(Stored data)
.....

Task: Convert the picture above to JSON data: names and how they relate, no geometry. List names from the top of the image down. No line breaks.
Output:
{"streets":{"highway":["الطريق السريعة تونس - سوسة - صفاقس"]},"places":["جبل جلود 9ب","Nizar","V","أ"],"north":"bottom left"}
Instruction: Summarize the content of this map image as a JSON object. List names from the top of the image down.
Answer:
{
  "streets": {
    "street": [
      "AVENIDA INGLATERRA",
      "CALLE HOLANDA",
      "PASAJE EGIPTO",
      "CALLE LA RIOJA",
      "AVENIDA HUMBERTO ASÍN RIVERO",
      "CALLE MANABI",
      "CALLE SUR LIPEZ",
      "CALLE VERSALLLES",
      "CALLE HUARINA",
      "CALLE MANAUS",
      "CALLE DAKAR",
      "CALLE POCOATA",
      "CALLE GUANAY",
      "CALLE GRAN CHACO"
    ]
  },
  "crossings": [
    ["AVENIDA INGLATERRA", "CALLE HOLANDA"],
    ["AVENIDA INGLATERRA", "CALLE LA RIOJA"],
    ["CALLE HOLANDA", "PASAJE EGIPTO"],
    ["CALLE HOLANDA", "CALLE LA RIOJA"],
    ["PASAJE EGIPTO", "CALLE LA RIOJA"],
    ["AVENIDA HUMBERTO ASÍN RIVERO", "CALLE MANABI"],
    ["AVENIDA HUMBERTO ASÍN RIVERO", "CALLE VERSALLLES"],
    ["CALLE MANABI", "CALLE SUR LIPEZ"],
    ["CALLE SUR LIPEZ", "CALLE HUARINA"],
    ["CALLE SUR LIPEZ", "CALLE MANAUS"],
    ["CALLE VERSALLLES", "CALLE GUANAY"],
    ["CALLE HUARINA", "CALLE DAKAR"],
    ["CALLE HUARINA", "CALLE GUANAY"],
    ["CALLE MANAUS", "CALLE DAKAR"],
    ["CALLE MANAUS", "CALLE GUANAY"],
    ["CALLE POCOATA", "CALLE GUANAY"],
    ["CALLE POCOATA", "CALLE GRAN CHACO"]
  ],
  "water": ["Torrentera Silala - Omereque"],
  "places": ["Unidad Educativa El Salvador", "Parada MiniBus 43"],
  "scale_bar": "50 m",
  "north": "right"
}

.....

▸ **Task requirements**: Only a number is required here: the count of lines in these entries that hold "PASAJE".

▸ **Task solution**: 3